Как на иголках Гольдберг прислушивался к беседе. Постепенно радостные, шумные разговоры «за знакомство» перешли в осторожный шепоток. Валера смог втереться в доверие и теперь строил золотоискательские планы вместе со случайными попутчиками.
– А про Витим что думаете? Говорят в шиверах прям куски случалось находить? Даже не песок?
– Мало ли что говорят… – хмуро и недовольно буркнул кто-то, – не любит Витим чужаков. Столько народу там гибнет. Автомобили на крутых подъемах переворачиваются, а если по наледям витимским провалишься в сугроб, то намертво.
Чей-то голос вкрадчиво дополнил рассказ:
– Его кореш купил «Москвич» четыреста десятый, специально для этого…
Повисла пауза, которую прервало Валерино:
– И чего?
– А того. Даже из машины не выбрались, так провалились. Замёрзли. Только весной их нашли и откопали.

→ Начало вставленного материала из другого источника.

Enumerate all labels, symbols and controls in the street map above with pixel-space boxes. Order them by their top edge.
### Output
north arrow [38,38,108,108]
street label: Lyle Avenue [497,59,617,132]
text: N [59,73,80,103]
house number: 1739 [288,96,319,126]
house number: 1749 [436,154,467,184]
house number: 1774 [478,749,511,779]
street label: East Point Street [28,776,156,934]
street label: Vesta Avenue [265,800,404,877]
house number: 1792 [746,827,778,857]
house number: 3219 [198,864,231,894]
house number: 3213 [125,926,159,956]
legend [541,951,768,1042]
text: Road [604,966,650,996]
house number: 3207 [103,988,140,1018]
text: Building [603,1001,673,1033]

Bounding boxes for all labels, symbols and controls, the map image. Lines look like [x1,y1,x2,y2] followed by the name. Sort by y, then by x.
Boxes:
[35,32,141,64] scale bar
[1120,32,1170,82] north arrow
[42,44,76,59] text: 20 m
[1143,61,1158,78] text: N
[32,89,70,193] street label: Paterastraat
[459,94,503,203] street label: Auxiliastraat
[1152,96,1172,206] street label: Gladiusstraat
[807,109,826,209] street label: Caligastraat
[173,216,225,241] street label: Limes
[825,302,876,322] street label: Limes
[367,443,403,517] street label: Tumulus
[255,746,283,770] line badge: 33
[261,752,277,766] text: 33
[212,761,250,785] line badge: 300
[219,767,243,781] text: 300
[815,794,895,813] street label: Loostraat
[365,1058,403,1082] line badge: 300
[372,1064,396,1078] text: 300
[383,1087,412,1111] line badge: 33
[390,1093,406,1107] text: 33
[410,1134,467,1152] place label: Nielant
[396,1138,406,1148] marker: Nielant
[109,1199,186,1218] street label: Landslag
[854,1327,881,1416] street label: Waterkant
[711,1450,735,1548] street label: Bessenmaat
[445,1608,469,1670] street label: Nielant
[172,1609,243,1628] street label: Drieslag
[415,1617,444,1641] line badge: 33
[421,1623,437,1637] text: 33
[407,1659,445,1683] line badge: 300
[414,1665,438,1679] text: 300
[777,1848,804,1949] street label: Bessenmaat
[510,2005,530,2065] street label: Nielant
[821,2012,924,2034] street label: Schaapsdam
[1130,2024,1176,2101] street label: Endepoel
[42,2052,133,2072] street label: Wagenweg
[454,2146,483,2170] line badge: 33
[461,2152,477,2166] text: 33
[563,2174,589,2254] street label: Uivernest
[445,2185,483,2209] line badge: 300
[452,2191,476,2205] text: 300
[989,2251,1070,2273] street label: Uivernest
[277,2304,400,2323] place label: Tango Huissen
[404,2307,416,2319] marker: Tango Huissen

Шёпот становился тише и неразборчивее. Единственное, что различал Гольдберг, это нарастающий азарт в голосе Валеры. Друга нужно было вытаскивать. Но – как? Ободзинский тепло относился к Гольдбергу, хотя к мнению друга редко прислушивался, если оно не совпадало с его настроением. Что надо сделать, чтобы тот не вылез на следующей станции с этими пронырами, которые, судя по словечкам, совершили далеко не первую ходку? Неужели Валера не видит, с кем связался? Если и найдут золото, никто не даст с ним уйти. Тут или смерть, или тюрьма, а вовсе не богатая шальная жизнь, что внезапно примерещилась Ободзинскому.
Гольдберг вскочил и стал нервно вышагивать между спальными местами купе. Потом поднял сиденье и вытащил брезентовую сумку из-под десантного парашюта Д-5. В ней они брали в дорогу запасы спиртного и консервов. Открыл, достал бутылку портвейна, банку камчатского лосося, и решительно двинулся к соседям. Ничего лучшего, чем споить Валеру и заставить проспать выход попутчиком, в голову не пришло. Его приход заставил свернуть разговоры о приисках, но так как он в душу к Валере не лез, ни от чего не отговаривал, а лишь ободряюще кивал, то первоначальное недовольство Ободзинского за вмешательство сошло на нет. Тот поверил, что Гольдберг все понял, одобряет, и радостно разрешил подливать в свой стакан.
Далеко за полдень, проснувшись и увидев, что его попутчики давно сошли, Валера осознал коварство Гольдберга. Злился, негодовал. То обиженно молчал, то разражался обличительными тирадами. Однако затем впал в апатию и надолго замолчал. Лежал, отвернувшись к стенке, пока не приехали.